I think 3GB/s is the theoretical throughput of the SATA II interface, never to be actually expected. I believe this is because the actual drives themselves could not manage that much speed. Correct me if I'm wrong though.
 
I think 3GB/s is the theoretical throughput of the SATA II interface, never to be actually expected. I believe this is because the actual drives themselves could not manage that much speed. Correct me if I'm wrong though.
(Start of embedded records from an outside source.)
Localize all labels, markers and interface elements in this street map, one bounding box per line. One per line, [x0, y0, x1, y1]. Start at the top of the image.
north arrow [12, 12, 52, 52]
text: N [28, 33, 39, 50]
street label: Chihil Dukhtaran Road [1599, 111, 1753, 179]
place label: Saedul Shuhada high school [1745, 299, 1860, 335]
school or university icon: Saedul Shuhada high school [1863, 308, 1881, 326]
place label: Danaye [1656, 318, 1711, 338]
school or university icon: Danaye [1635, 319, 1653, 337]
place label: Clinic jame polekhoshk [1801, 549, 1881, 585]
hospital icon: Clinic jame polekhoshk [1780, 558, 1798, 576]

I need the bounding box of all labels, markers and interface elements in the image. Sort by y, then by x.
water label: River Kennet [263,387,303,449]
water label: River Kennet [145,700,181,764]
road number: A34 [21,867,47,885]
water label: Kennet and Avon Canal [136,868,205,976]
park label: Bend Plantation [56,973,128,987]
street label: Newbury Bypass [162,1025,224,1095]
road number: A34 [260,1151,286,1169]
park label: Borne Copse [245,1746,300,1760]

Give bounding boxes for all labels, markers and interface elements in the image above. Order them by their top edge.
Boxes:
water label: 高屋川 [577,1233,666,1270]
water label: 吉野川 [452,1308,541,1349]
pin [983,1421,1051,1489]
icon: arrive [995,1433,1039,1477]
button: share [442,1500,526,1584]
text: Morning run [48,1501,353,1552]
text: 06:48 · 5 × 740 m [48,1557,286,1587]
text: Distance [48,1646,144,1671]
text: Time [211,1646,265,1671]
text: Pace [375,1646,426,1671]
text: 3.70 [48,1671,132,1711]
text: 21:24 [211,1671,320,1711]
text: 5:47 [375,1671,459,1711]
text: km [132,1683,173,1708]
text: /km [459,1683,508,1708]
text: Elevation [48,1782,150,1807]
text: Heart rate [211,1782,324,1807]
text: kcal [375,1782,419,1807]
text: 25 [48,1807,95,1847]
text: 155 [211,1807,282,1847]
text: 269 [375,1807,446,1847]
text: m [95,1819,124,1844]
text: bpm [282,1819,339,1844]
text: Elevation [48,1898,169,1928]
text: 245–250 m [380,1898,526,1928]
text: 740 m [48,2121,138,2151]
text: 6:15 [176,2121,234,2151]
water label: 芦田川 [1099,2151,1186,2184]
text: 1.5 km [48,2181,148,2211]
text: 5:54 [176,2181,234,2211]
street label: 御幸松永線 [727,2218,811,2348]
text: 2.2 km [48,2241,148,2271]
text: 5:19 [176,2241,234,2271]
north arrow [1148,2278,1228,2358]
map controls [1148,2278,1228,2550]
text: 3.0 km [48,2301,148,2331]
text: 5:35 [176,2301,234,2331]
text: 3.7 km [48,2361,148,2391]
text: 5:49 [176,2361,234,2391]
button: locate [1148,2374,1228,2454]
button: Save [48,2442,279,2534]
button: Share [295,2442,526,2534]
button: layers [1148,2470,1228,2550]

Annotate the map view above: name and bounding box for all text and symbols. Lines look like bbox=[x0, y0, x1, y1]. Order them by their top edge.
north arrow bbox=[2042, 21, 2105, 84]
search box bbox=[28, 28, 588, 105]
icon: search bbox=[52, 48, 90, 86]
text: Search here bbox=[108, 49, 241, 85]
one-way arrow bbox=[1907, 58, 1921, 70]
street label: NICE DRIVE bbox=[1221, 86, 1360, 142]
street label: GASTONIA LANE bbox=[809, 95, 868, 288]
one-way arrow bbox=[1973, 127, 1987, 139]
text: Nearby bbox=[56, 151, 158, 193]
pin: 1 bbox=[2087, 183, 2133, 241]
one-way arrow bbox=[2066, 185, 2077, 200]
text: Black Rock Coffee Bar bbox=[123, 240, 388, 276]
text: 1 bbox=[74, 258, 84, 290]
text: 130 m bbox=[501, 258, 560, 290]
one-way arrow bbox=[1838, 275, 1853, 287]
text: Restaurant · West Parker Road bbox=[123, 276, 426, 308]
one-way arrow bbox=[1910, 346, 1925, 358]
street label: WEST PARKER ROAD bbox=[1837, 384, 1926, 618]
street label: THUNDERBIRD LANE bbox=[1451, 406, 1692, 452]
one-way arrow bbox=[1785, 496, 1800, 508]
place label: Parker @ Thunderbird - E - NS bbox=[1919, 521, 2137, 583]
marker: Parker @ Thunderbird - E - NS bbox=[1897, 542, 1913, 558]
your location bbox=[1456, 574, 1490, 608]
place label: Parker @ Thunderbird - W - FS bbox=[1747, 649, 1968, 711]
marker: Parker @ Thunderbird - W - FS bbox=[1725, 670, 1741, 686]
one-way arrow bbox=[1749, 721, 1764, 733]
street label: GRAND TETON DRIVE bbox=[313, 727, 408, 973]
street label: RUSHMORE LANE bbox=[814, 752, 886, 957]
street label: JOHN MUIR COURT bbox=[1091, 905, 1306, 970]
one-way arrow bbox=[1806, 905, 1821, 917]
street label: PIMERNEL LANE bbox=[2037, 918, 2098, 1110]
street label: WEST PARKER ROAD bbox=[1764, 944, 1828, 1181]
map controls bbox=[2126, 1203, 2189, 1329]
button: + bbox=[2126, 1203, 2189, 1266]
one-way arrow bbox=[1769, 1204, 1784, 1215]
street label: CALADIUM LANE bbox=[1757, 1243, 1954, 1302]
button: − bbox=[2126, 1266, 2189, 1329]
I guess you can "false advertise" as long as it holds water in theory :p

thanks for the response!
 
I think 3GB/s is the theoretical throughput of the SATA II interface, never to be actually expected. I believe this is because the actual drives themselves could not manage that much speed. Correct me if I'm wrong though.

I thought so too.
I always thought it works like a PCI Express Slot.
Just because it's bandwith is a certain number, doesn't mean that the card will work at that speed, it depends on the card, not the slot.
I think in a few years down the road the hard drives will be able to do 3gb/s and we will end up getting a new interface.
 
Also, you may be mistaking 3 gigabits/second for 3 gigabytes/ second. The SATAII interface has a theoretical bandwidth of 3 gigabits/second. This comes out to around 385 Megabytes/second.
 
Also, you may be mistaking 3 gigabits/second for 3 gigabytes/ second. The SATAII interface has a theoretical bandwidth of 3 gigabits/second. This comes out to around 385 Megabytes/second.

Oh man, that changes a lot! Thanks for that, I misunderstood it for gigabyte. So it actually is not that far off then.